Cidade Ativa: um passo a passo para reformar escadarias da cidade

“Nenhum livro ensina como as pessoas vão reagir aos projetos que você faz”. A reflexão de Gabriela Callejas resume um pouco da motivação em não limitar seu trabalho de arquiteta ao escritório. Ela aprendeu com a Cidade Ativa, organização que cocriou com colegas para tornar espaços públicos mais ativos, que não existe teoria que se segure sem a prática. Citando o arquiteto dinamarquês Jan Gehl, guru do urbanismo que prioriza pedestres e ciclistas, Gabi, como é conhecida, defende que projetar uma cadeira, uma escadaria, uma praça é fácil. O mais difícil – e o que importa de verdade – é mensurar como as pessoas interagem (ou não) com tudo aquilo. “Isso faz você reavaliar o seu projeto e entender o que funcionou e o que não funcionou”, diz.

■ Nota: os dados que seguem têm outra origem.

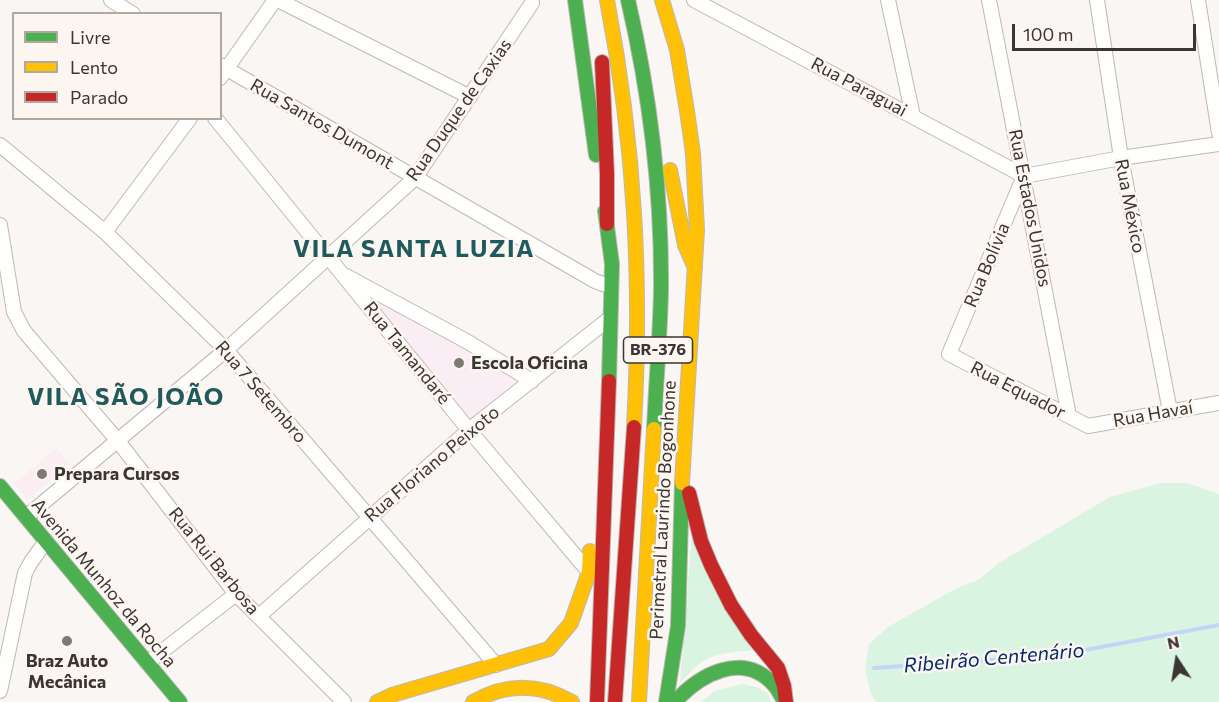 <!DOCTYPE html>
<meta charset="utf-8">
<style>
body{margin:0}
#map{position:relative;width:1219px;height:702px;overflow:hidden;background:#faf6f3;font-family:Commissioner,sans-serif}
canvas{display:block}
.legend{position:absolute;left:12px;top:12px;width:210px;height:108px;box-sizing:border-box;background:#fdf6f0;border:2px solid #afa9a4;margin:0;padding:8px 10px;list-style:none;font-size:18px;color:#393633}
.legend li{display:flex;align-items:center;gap:12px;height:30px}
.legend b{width:30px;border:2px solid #afa9a4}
.north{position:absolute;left:1147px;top:630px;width:60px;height:60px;-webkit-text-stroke:4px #fdf6f0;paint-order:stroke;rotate:348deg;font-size:16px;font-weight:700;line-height:24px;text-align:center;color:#393633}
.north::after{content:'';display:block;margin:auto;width:21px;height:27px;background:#393633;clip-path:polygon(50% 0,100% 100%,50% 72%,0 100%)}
.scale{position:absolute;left:1012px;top:24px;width:184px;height:27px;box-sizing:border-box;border:3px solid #393633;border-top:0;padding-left:8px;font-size:18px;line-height:21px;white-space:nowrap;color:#393633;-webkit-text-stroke:4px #fdf6f0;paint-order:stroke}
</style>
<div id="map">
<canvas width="1219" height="702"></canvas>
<ul class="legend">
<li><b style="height:8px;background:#4caf50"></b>Livre</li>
<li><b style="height:8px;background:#ffc107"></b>Lento</li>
<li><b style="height:8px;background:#c62828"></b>Parado</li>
</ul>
<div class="north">N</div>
<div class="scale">100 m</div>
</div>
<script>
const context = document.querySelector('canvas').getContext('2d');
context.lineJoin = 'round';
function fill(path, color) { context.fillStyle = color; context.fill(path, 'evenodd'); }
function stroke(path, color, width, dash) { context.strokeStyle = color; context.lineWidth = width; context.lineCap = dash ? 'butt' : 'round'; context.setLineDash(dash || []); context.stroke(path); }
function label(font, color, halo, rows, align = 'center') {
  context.font = font + ' Commissioner,sans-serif'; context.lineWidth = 5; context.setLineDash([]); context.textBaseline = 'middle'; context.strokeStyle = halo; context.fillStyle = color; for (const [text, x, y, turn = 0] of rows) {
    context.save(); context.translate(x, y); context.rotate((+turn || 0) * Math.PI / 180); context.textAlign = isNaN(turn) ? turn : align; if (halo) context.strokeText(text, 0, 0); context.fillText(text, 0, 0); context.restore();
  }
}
fill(new Path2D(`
 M367 293 520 377 471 420Z
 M56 448 70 464 28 500 14 484Z`), '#fbedf4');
fill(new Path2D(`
 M1161 483H1187L1219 494V702H877L871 694 865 669 869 644 888 627 955 589 978 580 999 563 1110 497Z
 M692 532 755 650C736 652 713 652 698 665 691 670 686 677 680 683Z
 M742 684 756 687 768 693 771 702H701L715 691Z`), '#d9f4e0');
stroke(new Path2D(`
 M874 668 1053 656 1219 625`), '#c3d6f6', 4);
const street = new Path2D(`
 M111 0 133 14
 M278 0 470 97
 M694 0 1024 176
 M888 0 913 116
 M989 0 1069 416
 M1097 0 1121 158 1170 411
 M1198 0 1219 133
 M220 65 595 281 611 287
 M220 78 275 0
 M215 118 469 430 589 572
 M0 145 105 232 226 350 496 665
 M1024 176 949 354 1088 426 1219 403
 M1024 176 1121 158 1219 144
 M0 225 14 312 24 331 118 441 236 594 344 702
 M105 232 190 118
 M346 276 468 342 532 381
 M26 517 226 350 415 178 532 3
 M259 616 469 430 610 318
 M147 663 236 594
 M0 691 25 573 31 562 46 541`);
const fast = new Path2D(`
 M575 0 596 155
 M628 0C650 95 662 194 661 291 660 337 656 383 654 429
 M605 211 612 264 609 381
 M0 486 180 702
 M666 702 678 626 682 483
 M675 702C699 675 743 650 774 685 778 689 781 696 784 701`);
const slow = new Path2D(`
 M607 0C635 146 642 279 634 427
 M662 0 677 50 687 111 693 153 697 230 682 483
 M670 170 685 245 695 268
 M377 702 392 695 549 649 571 623 589 572 590 551
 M473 702C506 683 539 683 572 702
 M639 702 654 429`);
const jam = new Path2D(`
 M602 62 607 174V224
 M689 493 701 541 711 565 731 605 751 635 778 668 784 686 786 702
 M597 702 609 381
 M615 702 634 427`);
stroke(street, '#bcb9b6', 16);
stroke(fast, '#bcb9b6', 16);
stroke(slow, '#bcb9b6', 16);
stroke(jam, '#bcb9b6', 16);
stroke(street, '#fefefd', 14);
stroke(fast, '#4caf50', 14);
stroke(slow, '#ffc107', 14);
stroke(jam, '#c62828', 14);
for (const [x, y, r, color] of [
 [459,363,6,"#7d7976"],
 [42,474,6,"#7d7976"],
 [67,641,6,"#7d7976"]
]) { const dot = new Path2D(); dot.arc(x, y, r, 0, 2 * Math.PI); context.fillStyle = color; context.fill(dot); stroke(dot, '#fdf6f0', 2); }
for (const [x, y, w] of [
 [658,350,69]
]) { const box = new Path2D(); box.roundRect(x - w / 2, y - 13, w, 26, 4.5); context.fillStyle = '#fdf6f0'; context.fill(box); stroke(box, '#393633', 1.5); }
label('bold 16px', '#393633', null, [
 ["BR-376",658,350]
]);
label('18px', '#393633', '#fdf6f0', [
 ["Rua Paraguai",859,87,28],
 ["Rua Duque de Caxias",459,110,-55],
 ["Rua Santos Dumont",322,124,30],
 ["Rua México",1130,206,79],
 ["Rua Estados Unidos",1030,208,79],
 ["Rua Bolívia",987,265,-67],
 ["Rua Tamandaré",407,353,51],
 ["Rua Equador",1018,390,27],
 ["Rua 7 Setembro",261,392,49],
 ["Rua Havaí",1153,414,-10],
 ["Rua Floriano Peixoto",432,464,-40],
 ["Perimetral Laurindo Bogonhone",663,510,-87],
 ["Rua Rui Barbosa",214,561,51],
 ["Avenida Munhoz da Rocha",104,583,50]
]);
label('bold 18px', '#393633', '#fdf6f0', [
 ["Escola Oficina",471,363],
 ["Prepara Cursos",54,474],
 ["Braz Auto",67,661,"center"],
 ["Mecânica",67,682,"center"]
], 'left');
label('italic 20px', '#012b6a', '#fdf6f0', [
 ["Ribeirão Centenário",994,658,-5]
]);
context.letterSpacing = '1.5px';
label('bold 24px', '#1f5a5c', '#fdf6f0', [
 ["VILA SANTA LUZIA",414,249],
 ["VILA SÃO JOÃO",126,397]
]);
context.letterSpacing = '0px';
</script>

Entender que um projeto é como uma reação química, na qual o elemento catalisador são as pessoas, levou Gabi e a equipe da Cidade Ativa a desenvolver uma metodologia que ao mesmo tempo engaja o público e mede sua reação ao projeto de requalificação. Os painéis interativos são uma espécie de entrevista indireta: quem passa pelo espaço público transformado pela organização pode reagir a ele com elementos gráficos (como adesivos coloridos, por exemplo) que respondem a questões sobre o local. “Pensamos em um jeito atraente para para engajar as pessoas. Tem muita coisa acontecendo, elas estão saturadas e têm preguiça de participar e interagir mais”, conta Gabi.

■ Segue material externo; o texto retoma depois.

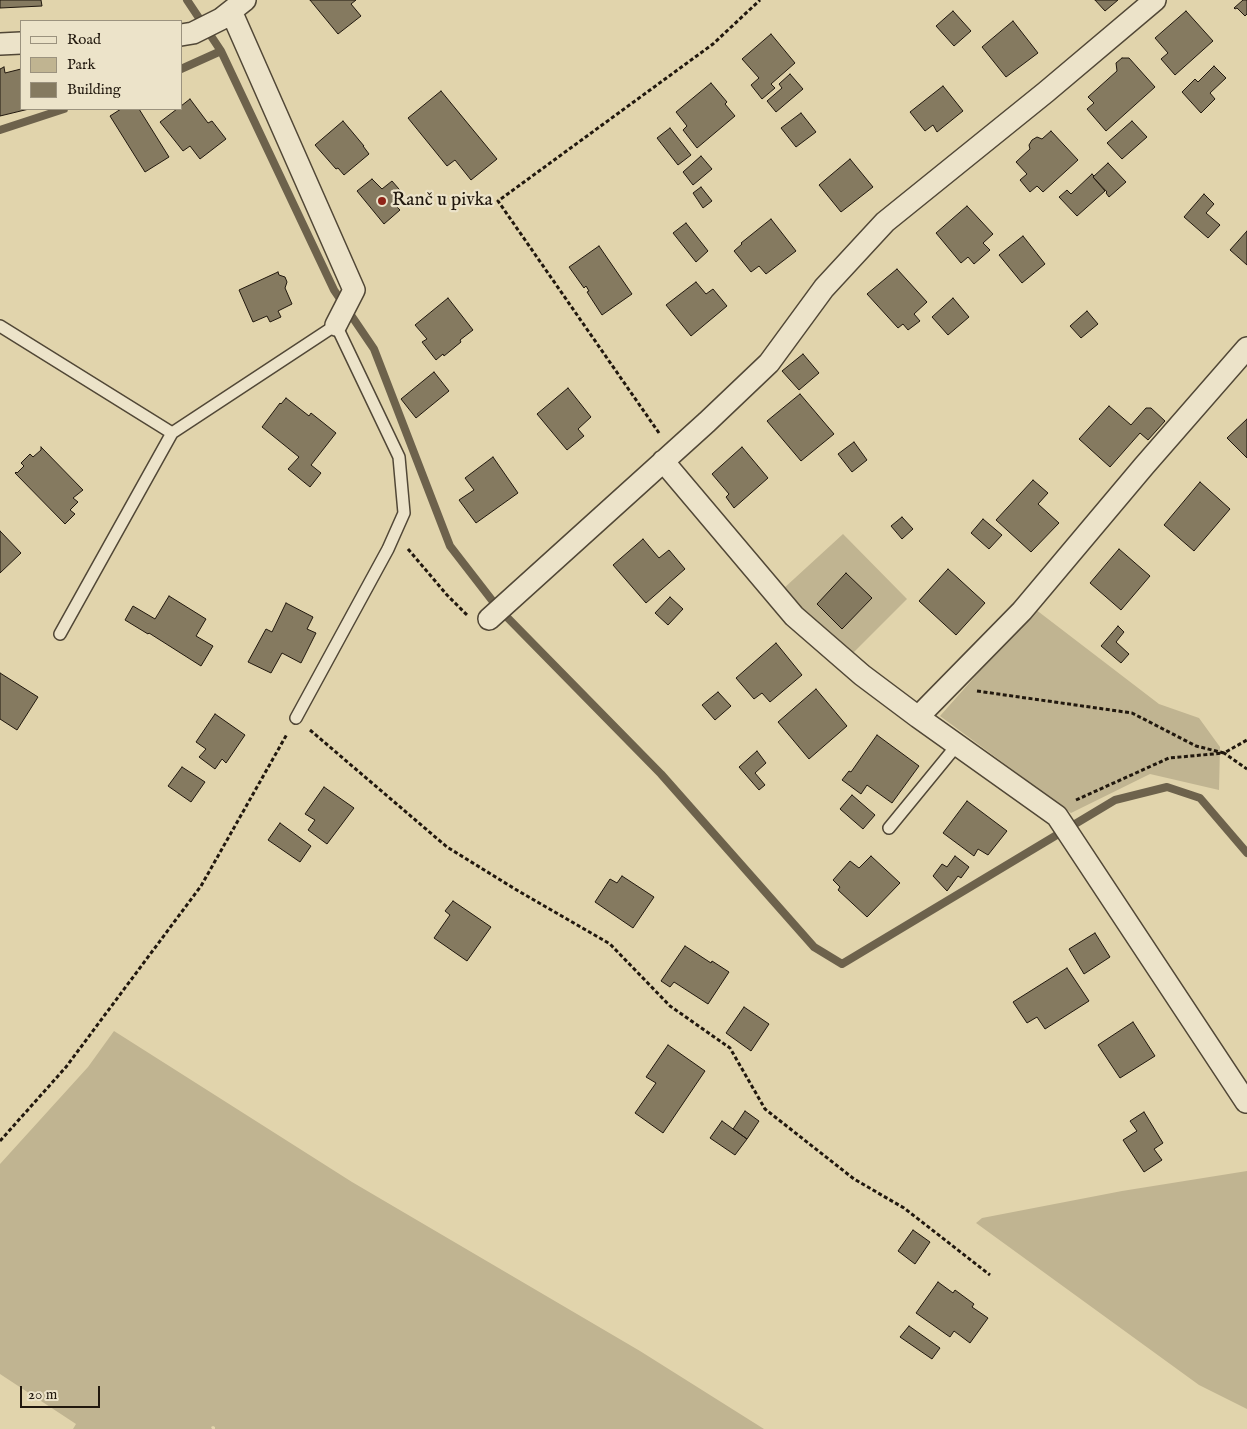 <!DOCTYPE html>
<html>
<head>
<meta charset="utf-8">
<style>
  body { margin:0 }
  #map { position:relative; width:1247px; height:1429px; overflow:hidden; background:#e1d4ac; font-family:"IM FELL English",serif }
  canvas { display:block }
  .legend { position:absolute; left:20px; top:20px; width:162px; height:90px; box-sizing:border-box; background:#ece3c9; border:1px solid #9b927e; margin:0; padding:6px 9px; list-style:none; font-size:15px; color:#21180e }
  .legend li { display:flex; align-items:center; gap:10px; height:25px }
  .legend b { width:25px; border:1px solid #9b927e }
  .scale { position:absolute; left:20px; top:1386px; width:80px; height:22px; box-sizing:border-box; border:2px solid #21180e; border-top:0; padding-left:6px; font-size:15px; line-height:18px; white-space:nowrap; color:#21180e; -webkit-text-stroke:4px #ece3c9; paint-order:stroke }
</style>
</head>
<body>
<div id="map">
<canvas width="1247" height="1429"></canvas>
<ul class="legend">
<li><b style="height:6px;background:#ece3c9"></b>Road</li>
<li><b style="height:14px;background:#c0b491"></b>Park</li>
<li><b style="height:14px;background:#857a60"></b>Building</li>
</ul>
<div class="scale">20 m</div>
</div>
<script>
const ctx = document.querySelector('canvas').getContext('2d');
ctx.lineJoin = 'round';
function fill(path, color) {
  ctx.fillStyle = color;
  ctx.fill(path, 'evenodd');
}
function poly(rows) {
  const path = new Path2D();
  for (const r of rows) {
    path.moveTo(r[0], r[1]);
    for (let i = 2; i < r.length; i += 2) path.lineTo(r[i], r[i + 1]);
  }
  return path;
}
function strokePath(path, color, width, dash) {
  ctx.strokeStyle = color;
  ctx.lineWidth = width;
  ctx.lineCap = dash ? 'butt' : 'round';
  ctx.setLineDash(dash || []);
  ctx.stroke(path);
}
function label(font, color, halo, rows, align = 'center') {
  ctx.font = font + ' "IM FELL English",serif';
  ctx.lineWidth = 4.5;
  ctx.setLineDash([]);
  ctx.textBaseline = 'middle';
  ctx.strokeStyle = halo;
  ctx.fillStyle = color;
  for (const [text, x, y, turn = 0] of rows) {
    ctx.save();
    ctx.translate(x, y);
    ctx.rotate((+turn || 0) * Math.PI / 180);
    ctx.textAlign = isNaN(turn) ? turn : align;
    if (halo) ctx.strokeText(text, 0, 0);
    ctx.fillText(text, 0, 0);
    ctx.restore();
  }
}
fill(poly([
  [843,534,907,599,852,654,800,608,783,589],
  [1035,609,1159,704,1199,718,1220,747,1219,790,1150,774,1071,813,940,716],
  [114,1031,352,1182,640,1351,764,1429,215,1429,215,1427,213,1426,211,1427,212,1429,73,1429,76,1424,0,1374,0,1164,88,1067],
  [1247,1171,1247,1409,1199,1385,976,1223,982,1218,1122,1191]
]), '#c0b491');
strokePath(poly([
  [187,0,221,51],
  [181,69,221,51,334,290,374,349,450,546,498,608,661,774,814,947,842,964,1115,800,1167,787,1200,798,1247,853],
  [0,130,64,109]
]), '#6d624c', 8);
const building = poly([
  [0,0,41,0,42,6,0,8,0,0],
  [310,0,356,0,351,4,361,16,338,34,310,0],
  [1095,0,1118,0,1105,11,1095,0],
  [1243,0,1247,0,1247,14,1245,16,1237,8,1235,9,1234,8,1243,0],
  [953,11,971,31,954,46,936,26,953,11],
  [1186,11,1213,41,1175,75,1161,59,1168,53,1155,38,1186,11],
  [1013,21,1038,53,1006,77,982,47,1013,21],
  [771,34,795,63,771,84,775,88,762,99,751,85,759,78,742,59,771,34],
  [1122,58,1129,58,1155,87,1106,131,1087,109,1094,103,1088,97,1117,71,1116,63,1122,58],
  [1214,66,1226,78,1210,93,1215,99,1201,113,1182,92,1195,79,1198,82,1214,66],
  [4,67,5,73,21,69,21,109,29,109,0,116,0,69,4,67],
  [790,74,803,89,776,112,767,101,782,88,779,84,790,74],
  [711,83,727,102,725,104,735,116,697,148,683,130,687,126,676,112,711,83],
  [943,86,963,111,937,132,933,125,925,131,910,112,943,86],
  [441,91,497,159,471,180,455,160,447,166,408,118,441,91],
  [190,99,208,123,212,121,226,139,200,159,190,146,183,151,160,122,177,109,181,109,181,106,190,99],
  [121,109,139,109,169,157,145,172,110,116,121,109],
  [801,113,816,132,796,147,781,128,801,113],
  [343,121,364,146,363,146,369,154,344,175,338,168,336,169,315,145,343,121],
  [1132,121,1147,137,1122,159,1107,143,1132,121],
  [670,128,691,155,678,165,657,138,670,128],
  [1051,131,1078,160,1043,192,1037,186,1030,192,1020,180,1027,174,1016,162,1030,149,1029,145,1032,140,1037,137,1042,139,1051,131],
  [701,156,712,169,693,185,683,172,701,156],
  [850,159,873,187,841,212,819,185,850,159],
  [1108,163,1126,182,1109,197,1106,193,1107,192,1093,177,1108,163],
  [1092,174,1094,176,1093,177,1105,191,1077,216,1059,197,1067,190,1071,194,1092,174],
  [372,179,382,189,392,181,405,196,395,205,400,210,384,224,357,191,372,179],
  [701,187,712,201,703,208,693,193,701,187],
  [1204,194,1214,204,1206,213,1220,225,1208,238,1184,217,1204,194],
  [967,206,993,234,983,243,990,250,974,264,968,257,961,263,936,233,967,206],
  [771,219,796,251,766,274,759,266,751,272,734,251,742,244,741,243,771,219],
  [686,223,708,251,696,262,673,233,686,223],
  [1247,231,1247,265,1230,250,1247,231],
  [1023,236,1045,264,1022,283,999,255,1023,236],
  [599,246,632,294,602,315,587,292,589,291,586,286,584,288,569,267,599,246],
  [897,269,927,302,914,314,920,321,908,330,903,324,898,328,867,294,897,269],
  [278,272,279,275,285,277,287,282,285,288,292,304,278,311,281,317,270,322,267,316,253,322,239,290,278,272],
  [696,282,706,294,713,289,727,306,691,336,666,305,696,282],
  [448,298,473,330,460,340,461,342,444,356,443,354,436,360,422,342,427,339,415,325,448,298],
  [953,298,969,317,948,335,932,317,953,298],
  [1087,311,1098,324,1081,338,1070,326,1087,311],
  [803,354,819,373,799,390,782,371,803,354],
  [434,372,449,391,416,418,401,399,434,372],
  [568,388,591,417,578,429,584,436,567,450,537,414,568,388],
  [800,394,834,434,801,461,767,421,800,394],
  [286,398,309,416,311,413,336,433,311,465,321,473,310,487,288,469,299,457,262,427,280,403,281,404,286,398],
  [1109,406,1131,425,1146,408,1151,408,1165,421,1148,440,1140,433,1110,467,1079,439,1109,406],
  [1247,419,1247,458,1227,438,1247,419],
  [854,442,867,460,852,472,838,454,854,442],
  [41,447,83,490,73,498,78,502,70,510,75,514,65,524,15,473,16,472,17,473,24,466,21,463,30,454,33,457,41,450,41,447],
  [742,447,768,478,734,508,726,497,729,494,712,474,742,447],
  [493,457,518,493,476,523,459,500,474,490,465,478,493,457],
  [1033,480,1048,493,1038,504,1059,523,1031,552,996,520,1033,480],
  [1200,482,1230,509,1194,551,1164,525,1200,482],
  [902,517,913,529,902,539,891,526,902,517],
  [983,519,1002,535,989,549,971,533,983,519],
  [0,531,21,553,0,573,0,531],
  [643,539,659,558,669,550,685,569,646,603,613,565,643,539],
  [1119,549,1150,576,1121,610,1090,583,1119,549],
  [948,569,985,603,956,635,919,601,948,569],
  [846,573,872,598,842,629,817,604,846,573],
  [169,596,206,619,196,636,213,646,201,666,149,633,148,634,125,620,133,606,155,619,169,596],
  [670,597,683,609,668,625,655,613,670,597],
  [286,603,313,617,307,629,316,633,301,663,282,653,271,673,248,662,266,629,272,632,286,603],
  [1118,626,1124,632,1116,642,1129,654,1121,663,1101,646,1118,626],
  [776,643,802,675,770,702,762,693,754,699,736,678,776,643],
  [0,673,38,697,17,730,0,719,0,673],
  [816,689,847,726,809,759,778,722,816,689],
  [718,692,731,706,715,720,702,705,718,692],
  [215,714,245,735,226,763,222,759,215,769,199,757,206,749,196,742,215,714],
  [877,735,919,766,892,803,867,785,861,794,842,780,849,771,851,772,877,735],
  [757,751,766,763,755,773,765,785,759,790,739,767,757,751],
  [182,767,205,782,191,802,168,786,182,767],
  [324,787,354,808,327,844,308,830,315,820,305,814,324,787],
  [852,795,875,815,863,829,840,809,852,795],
  [967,801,1007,831,988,855,978,849,974,856,943,833,967,801],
  [280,823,311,846,300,862,268,840,280,823],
  [871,856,900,883,867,917,838,890,840,887,833,880,850,861,859,868,871,856],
  [955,856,969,867,961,878,958,876,947,891,933,876,942,864,947,867,955,856],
  [622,876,654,897,633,928,595,902,610,879,617,883,622,876],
  [453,901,491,927,467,961,434,938,450,915,445,911,453,901],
  [1095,933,1110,957,1084,974,1069,949,1095,933],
  [685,946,711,963,712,961,729,972,708,1004,674,982,670,987,661,981,685,946],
  [1067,968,1089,1001,1045,1029,1037,1017,1027,1023,1013,1002,1067,968],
  [744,1007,769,1024,751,1051,726,1033,744,1007],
  [1133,1022,1155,1056,1120,1078,1098,1045,1133,1022],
  [668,1045,705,1071,663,1133,635,1113,656,1083,646,1077,668,1045],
  [745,1111,759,1121,747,1139,733,1129,745,1111],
  [1144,1112,1163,1143,1154,1149,1162,1160,1144,1172,1123,1140,1137,1131,1130,1121,1144,1112],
  [722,1121,747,1139,735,1155,710,1138,722,1121],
  [913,1230,930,1242,915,1264,898,1251,913,1230],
  [938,1282,953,1293,955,1290,974,1304,972,1307,988,1318,970,1343,954,1331,950,1337,916,1313,938,1282],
  [909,1326,940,1348,932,1359,900,1337,909,1326]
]);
fill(building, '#857a60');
strokePath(building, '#21180e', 1);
const lane = poly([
  [0,326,172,433],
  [60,634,172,433,336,325,399,457,404,513,388,549,296,718],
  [889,828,957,745]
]);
const street = poly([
  [231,11,354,290,336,325],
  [181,35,193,33,221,19,245,0],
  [0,44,21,43],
  [663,461,794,616,862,675,918,717,1057,816,1246,1102],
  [489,619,707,422,769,363,824,288,885,222,1046,92,1155,0],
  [918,717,1022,611,1144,466,1247,348]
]);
strokePath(lane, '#514736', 14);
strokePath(street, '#514736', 24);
strokePath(poly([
  [659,433,498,201,713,44,760,0],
  [408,549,447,595,467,615],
  [977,691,1132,713,1196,746,1224,753,1247,740],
  [310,730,447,847,515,889,610,944,670,1006,730,1048,765,1109,854,1179,904,1208,990,1275],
  [1076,800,1169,758,1224,753,1247,769],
  [0,1141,66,1067,201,886,287,734]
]), '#21180e', 3, [4, 2.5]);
strokePath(lane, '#ece3c9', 11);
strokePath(street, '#ece3c9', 21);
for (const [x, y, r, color] of [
  [382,201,5,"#8f2418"]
]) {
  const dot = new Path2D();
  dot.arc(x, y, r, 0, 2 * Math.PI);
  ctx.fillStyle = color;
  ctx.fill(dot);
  strokePath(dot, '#ece3c9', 2);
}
label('19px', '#21180e', '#ece3c9', [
  ["Ranč u pivka",392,201]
], 'left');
</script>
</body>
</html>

Gabi Callejas na escadaria da rua Alves Guimarães, que inspirou o início do Cidade Ativa

Sem medo das escadas

A metodologia da Cidade Ativa começou junto com projeto Olhe o degrau, que serviu de pontapé inicial para a organização. A proposta é transformar as escadarias públicas de São Paulo em lugares que as pessoas querem passar e permanecer. O que começou com a vontade de melhorar uma escada perto da casa de Gabi, em Pinheiros, zona oeste da capital paulista, logo ganhou escala para um mapeamento colaborativo de escadarias da metrópole em parceria com a plataforma Cidadera, com intervenções de requalificação urbana desses espaços. A iniciativa foi uma das vencedoras do concurso internacional Urban Urge Awards e recebeu menção honrosa no Prêmio Mobilidade Minuto, realizado pelo Institut pour la Ville en Mouvement (IVM).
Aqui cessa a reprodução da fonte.